> Data to examine
--- --- ---

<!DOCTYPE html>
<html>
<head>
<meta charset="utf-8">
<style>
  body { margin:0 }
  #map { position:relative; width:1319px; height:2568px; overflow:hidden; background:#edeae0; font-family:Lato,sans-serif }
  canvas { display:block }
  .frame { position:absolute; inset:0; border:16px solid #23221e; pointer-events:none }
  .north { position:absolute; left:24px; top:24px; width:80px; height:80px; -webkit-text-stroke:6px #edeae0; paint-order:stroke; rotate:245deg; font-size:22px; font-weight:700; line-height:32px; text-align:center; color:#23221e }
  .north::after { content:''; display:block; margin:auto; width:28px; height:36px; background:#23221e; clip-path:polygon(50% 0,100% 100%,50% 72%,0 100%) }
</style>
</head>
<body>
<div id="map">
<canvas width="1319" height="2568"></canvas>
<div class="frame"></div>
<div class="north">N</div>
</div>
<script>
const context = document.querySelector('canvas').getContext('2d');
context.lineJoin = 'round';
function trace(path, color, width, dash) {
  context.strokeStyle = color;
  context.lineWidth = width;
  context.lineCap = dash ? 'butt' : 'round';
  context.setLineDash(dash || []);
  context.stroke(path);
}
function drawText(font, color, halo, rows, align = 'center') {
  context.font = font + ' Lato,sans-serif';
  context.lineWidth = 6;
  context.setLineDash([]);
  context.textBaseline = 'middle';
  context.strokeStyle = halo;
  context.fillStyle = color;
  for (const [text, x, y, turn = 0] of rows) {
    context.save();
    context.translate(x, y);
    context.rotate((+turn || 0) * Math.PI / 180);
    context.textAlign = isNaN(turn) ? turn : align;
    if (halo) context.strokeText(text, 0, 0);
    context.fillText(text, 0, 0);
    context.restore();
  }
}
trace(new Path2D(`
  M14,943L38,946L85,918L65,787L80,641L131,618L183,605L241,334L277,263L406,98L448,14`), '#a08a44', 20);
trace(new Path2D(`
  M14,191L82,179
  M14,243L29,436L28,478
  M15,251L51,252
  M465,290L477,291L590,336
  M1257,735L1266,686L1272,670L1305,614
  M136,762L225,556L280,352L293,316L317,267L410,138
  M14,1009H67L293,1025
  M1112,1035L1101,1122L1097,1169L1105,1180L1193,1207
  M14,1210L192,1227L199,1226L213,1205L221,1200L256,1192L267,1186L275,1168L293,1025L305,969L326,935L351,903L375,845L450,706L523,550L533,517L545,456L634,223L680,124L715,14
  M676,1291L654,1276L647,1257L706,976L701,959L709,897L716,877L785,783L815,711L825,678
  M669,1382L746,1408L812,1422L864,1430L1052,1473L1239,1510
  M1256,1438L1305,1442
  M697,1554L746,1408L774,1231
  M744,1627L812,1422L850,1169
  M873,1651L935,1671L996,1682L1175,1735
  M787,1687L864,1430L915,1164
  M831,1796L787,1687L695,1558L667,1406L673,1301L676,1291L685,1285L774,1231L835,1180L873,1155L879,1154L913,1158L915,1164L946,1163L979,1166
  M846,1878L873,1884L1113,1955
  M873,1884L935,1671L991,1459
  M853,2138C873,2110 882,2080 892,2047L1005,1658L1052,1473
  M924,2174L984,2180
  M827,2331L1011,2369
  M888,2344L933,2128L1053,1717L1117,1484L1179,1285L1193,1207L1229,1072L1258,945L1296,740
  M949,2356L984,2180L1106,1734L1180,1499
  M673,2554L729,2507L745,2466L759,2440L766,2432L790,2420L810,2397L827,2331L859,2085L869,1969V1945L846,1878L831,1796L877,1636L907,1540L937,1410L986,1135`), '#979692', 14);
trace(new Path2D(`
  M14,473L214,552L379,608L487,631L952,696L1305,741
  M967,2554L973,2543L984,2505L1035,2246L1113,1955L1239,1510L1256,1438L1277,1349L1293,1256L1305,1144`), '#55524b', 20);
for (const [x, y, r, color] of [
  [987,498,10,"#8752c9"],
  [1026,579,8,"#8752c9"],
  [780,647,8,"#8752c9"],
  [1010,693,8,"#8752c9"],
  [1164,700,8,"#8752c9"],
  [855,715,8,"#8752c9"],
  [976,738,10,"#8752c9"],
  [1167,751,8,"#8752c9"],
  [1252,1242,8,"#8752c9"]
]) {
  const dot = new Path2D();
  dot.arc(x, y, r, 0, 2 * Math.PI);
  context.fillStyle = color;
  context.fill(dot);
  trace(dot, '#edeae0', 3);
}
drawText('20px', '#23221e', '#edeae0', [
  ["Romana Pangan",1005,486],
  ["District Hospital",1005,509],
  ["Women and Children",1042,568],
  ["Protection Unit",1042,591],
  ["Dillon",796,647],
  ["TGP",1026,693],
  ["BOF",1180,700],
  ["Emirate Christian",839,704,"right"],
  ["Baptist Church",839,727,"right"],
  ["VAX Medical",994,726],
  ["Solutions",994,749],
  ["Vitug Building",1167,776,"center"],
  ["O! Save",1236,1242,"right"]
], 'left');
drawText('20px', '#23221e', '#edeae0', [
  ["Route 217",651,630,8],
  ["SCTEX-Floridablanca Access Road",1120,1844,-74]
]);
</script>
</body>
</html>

--- --- ---

> Your objective
Among the lines above, which ones include the word "function"? Copy them.

> Reply to the exercise
function trace(path, color, width, dash) {
function drawText(font, color, halo, rows, align = 'center') {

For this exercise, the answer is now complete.